The tech revolution continues to redefine what is possible, for individuals, states and societies, and Africa is in an excellent position to harness the power of technology for good. That’s what Tony Blair shared with hundreds of attendees at the Africa Tech Summit in Nairobi.
“Technology is changing the world, it’s the 20th Century equivalent of the 19th Century Industrial Revolution but it moves at an even faster pace,” said Mr Blair in a pre-recorded conversation. “This is a real moment of opportunity for Africa.”
He challenged the audience to help create an environment that fosters tech and supercharges startups across the continent.
“The cost of regulatory compliance for tech startups that want to scale is just too high,” Mr Blair said, and investment in Africa’s tech ecosystem is still “way below what other parts of the world are getting”.
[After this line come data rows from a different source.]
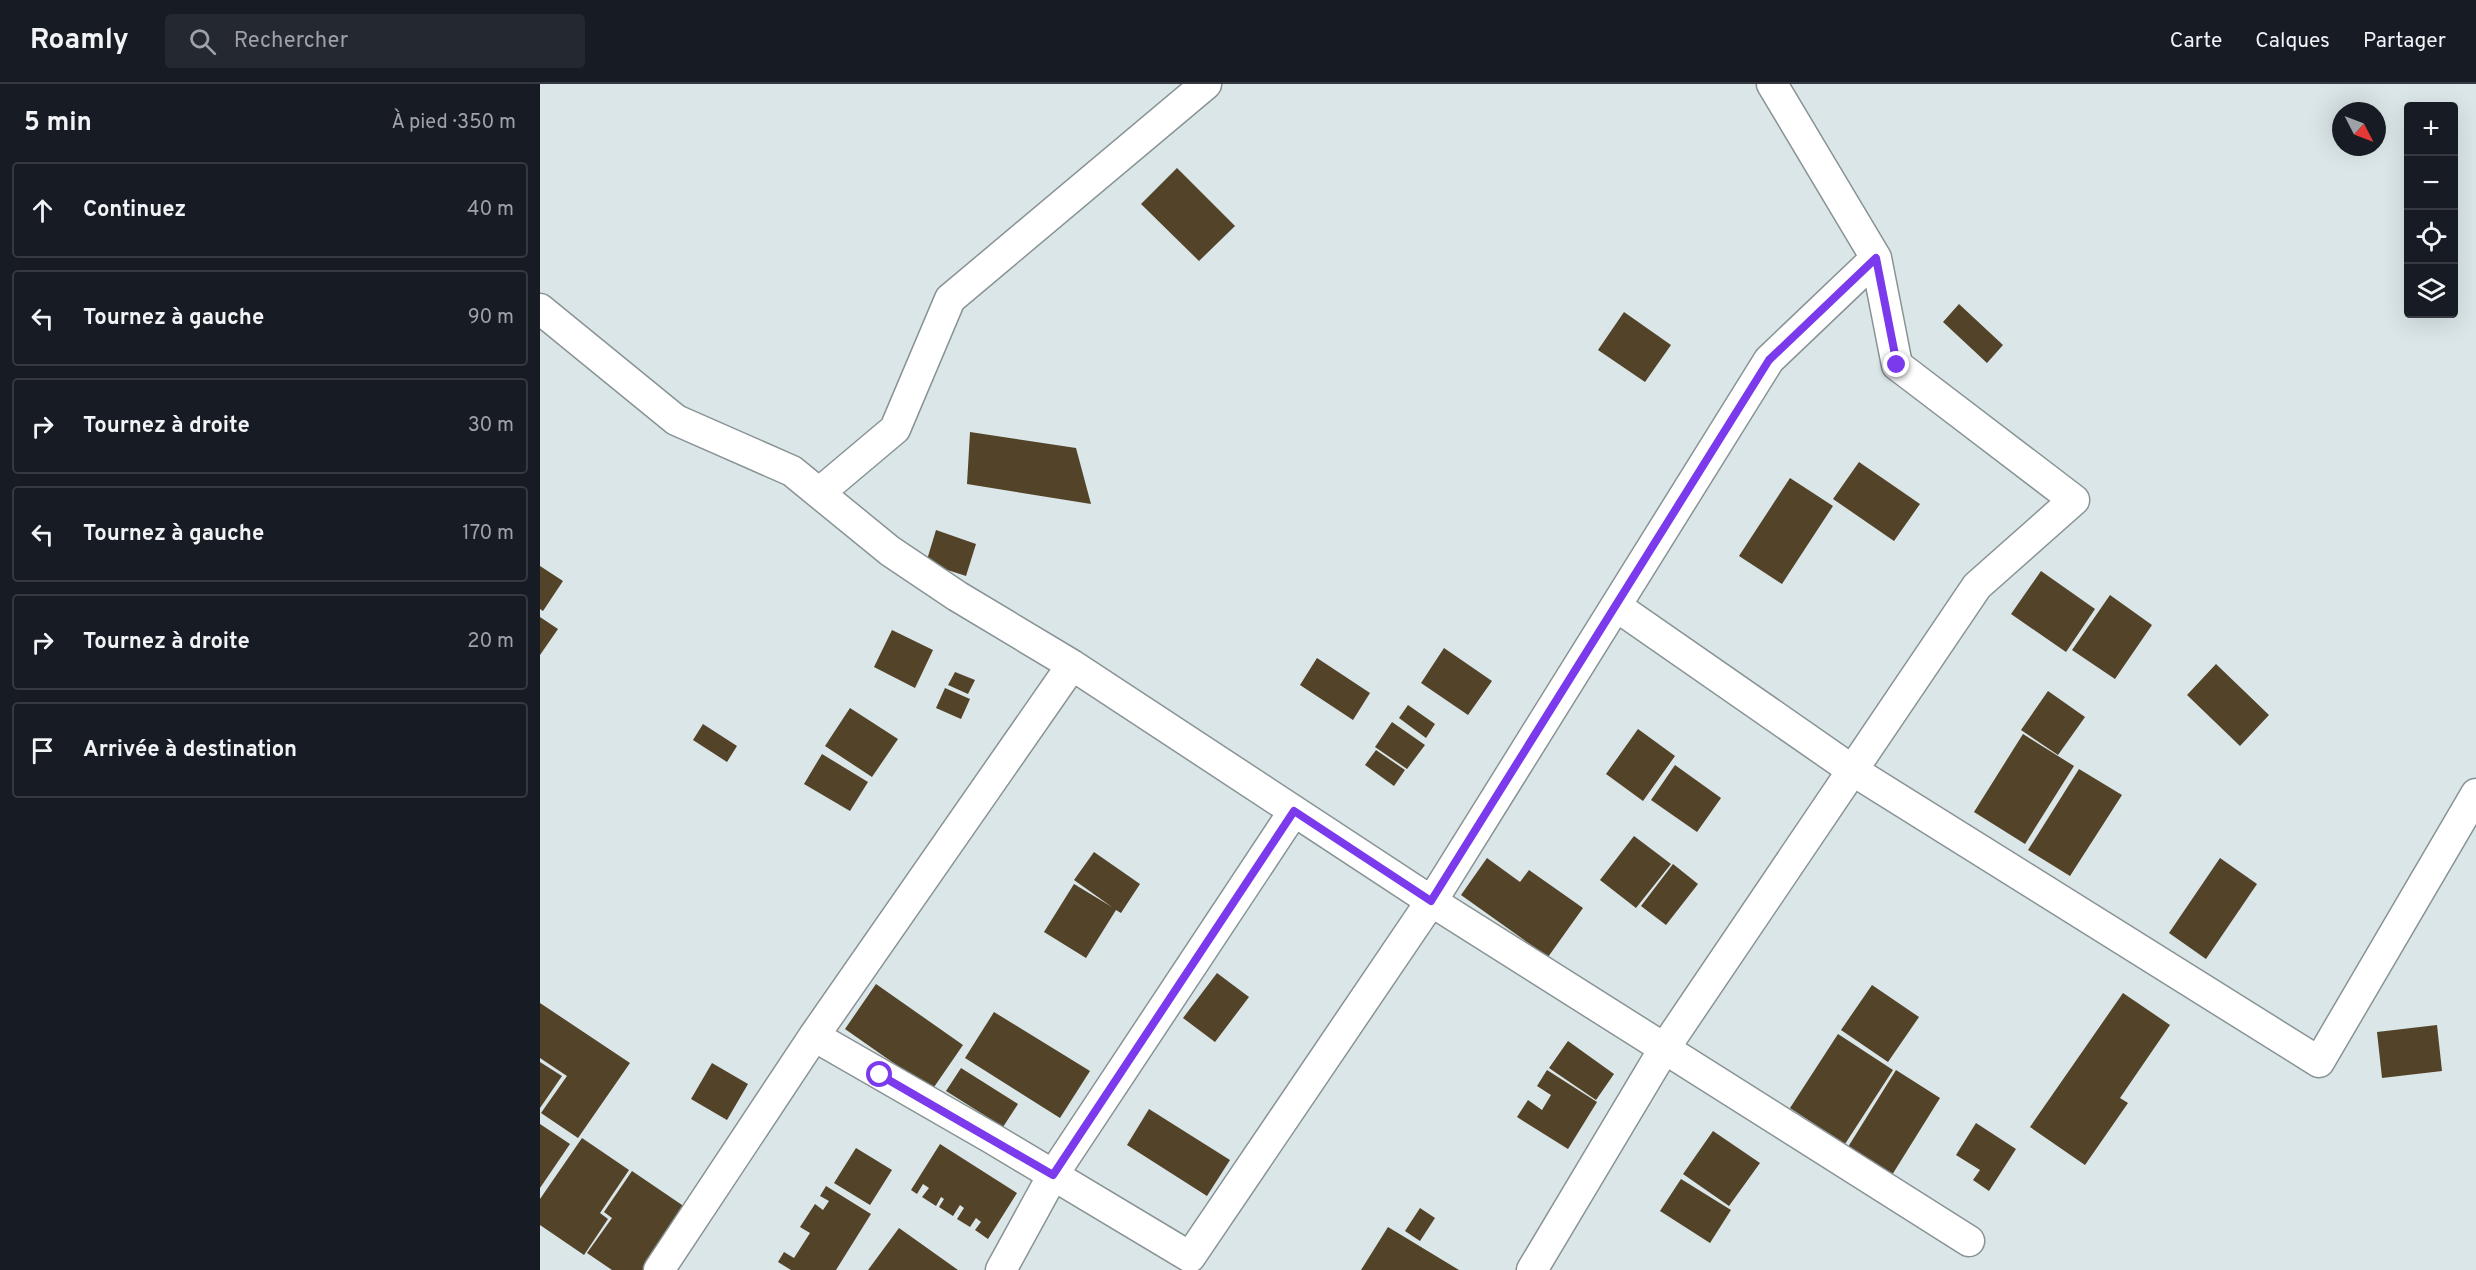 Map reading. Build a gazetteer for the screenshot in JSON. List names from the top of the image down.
{
  "north": "bottom right",
  "page": {
    "header": "Roamly",
    "search": "Rechercher",
    "nav": ["Carte", "Calques", "Partager"],
    "heading": ["5 min", "À pied · 350 m"],
    "map_buttons": ["+", "−"],
    "list": [
      ["Continuez", "40 m"],
      ["Tournez à gauche", "90 m"],
      ["Tournez à droite", "30 m"],
      ["Tournez à gauche", "170 m"],
      ["Tournez à droite", "20 m"],
      "Arrivée à destination"
    ]
  }
}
“You can have the greatest idea in the world but unless you have the access to capital, it’s very hard to make it work.”
The Tony Blair Institute for Global Change works in 25 countries around the world, 16 of them in Africa, brokering strategic partnerships between governments and leading tech companies to harness the power of technology to change people’s lives.
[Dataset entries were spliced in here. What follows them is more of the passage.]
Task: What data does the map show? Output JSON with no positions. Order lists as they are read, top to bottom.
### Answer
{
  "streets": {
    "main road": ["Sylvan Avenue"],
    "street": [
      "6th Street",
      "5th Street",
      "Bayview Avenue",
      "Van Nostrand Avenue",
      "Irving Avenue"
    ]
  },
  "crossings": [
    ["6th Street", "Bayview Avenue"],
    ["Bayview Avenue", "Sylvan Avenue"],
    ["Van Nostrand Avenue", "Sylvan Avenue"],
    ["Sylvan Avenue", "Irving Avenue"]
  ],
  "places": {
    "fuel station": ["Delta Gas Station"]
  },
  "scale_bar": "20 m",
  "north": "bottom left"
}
Citing his Institute’s tech-based work in Senegal in the health sector, and in Rwanda in the agriculture sector, Mr Blair said his teams are involved in real projects on the ground and he sees immense opportunity for growth led by African entrepreneurs, tech startups and governments.
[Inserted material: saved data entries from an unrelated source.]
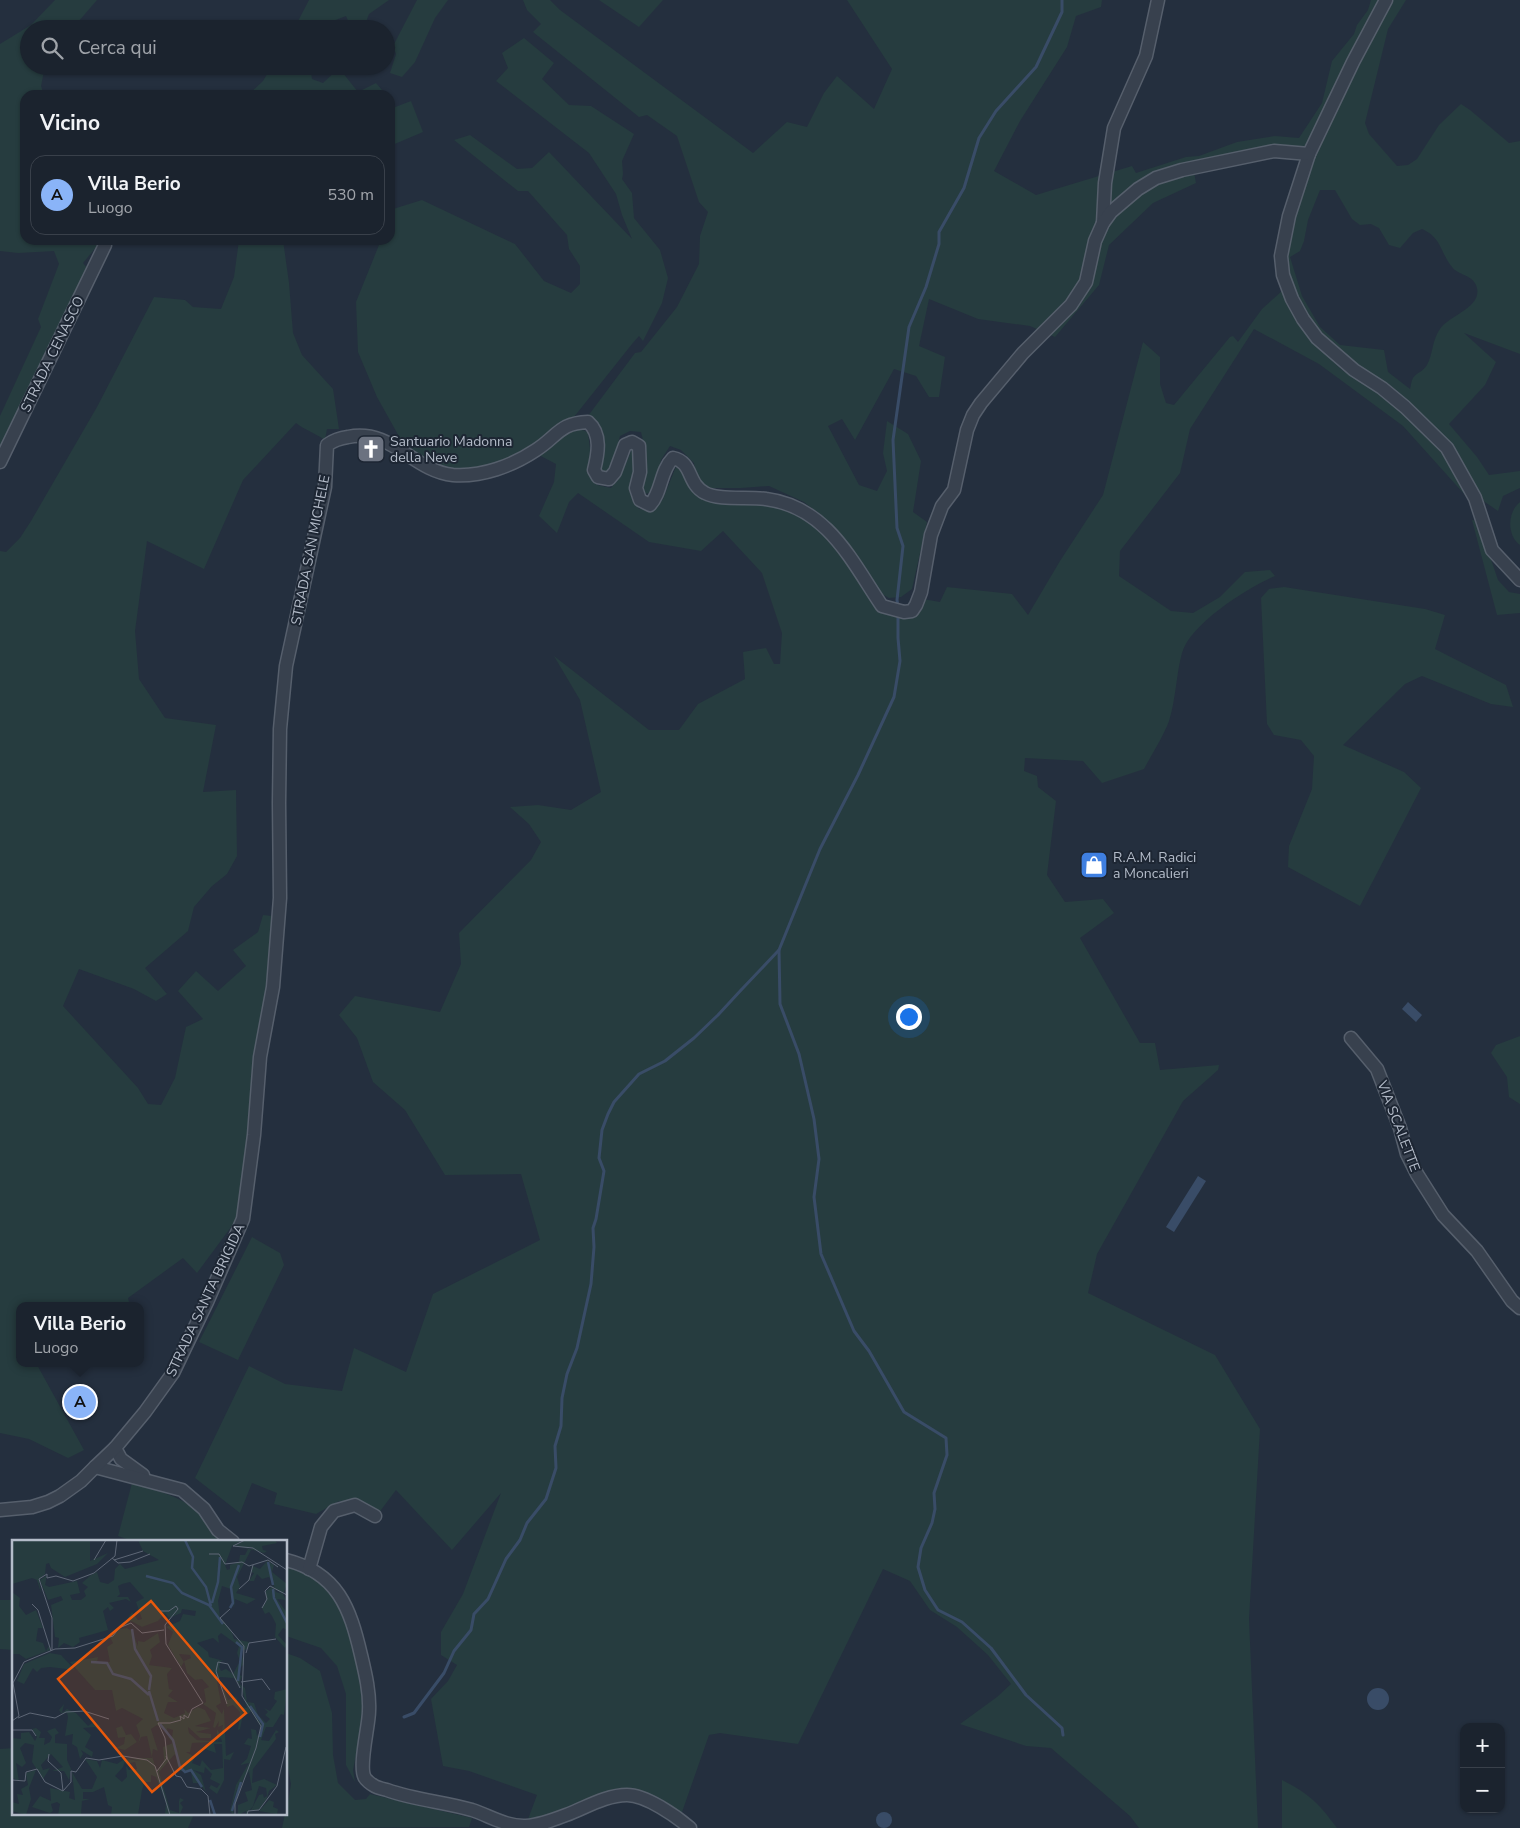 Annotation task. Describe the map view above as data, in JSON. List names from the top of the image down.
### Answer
{
  "streets": {
    "street": [
      "STRADA CENASCO",
      "STRADA SAN MICHELE",
      "VIA SCALETTE",
      "STRADA SANTA BRIGIDA"
    ]
  },
  "crossings": [
    ["STRADA SAN MICHELE", "STRADA SANTA BRIGIDA"]
  ],
  "places": {
    "church": ["Santuario Madonna della Neve"],
    "shop": ["R.A.M. Radici a Moncalieri"]
  },
  "page": {
    "search": "Cerca qui",
    "heading": "Vicino",
    "list": [
      {
        "mark": "A",
        "name": "Villa Berio",
        "note": "Luogo",
        "value": "530 m"
      }
    ],
    "popup": ["Villa Berio", "Luogo"],
    "pins": "A",
    "map_buttons": ["+", "−"]
  }
}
“The challenge is both within the tech sector and from government to find ways to give this work legs, to make it move as fast as possible.
“We’ve got to understand the big gap between where we are and where we need to be in Africa.”
Mr Blair told the audience there are three things, as outlined in a newly published report (LINK TO COME) by the Institute, “that are really important for Africa in order for it to supercharge its tech ecosystem:
“The first is access to funding, which needs to be a big part of the conversation we have with international financial institutions – it’s certainly a large part of the conversation we have at the Institute – as to how they help create bigger pools of venture capital and are prepared to partner with venture capital funds that are looking to come into Africa but we need much more capital and seed funding going into Africa.
“The second is the right regulatory environment in country to support the growth of technology, for things like financial services.
“The third is the African Continental Free Trade Area agreement, which is a big opportunity that’s going to create the largest free trading market in the world, allowing people to develop products and start exporting them across the continent.”
Home to the world’s largest free trade area, and with the highest rates of entrepreneurship in the world, African tech creators are already generating some of the most exciting innovations in the world.
Mr Blair told the audience he feels optimistic about the future because all over the world young people are starting their own businesses.
“The question everyone asks is ‘how do we do more’?”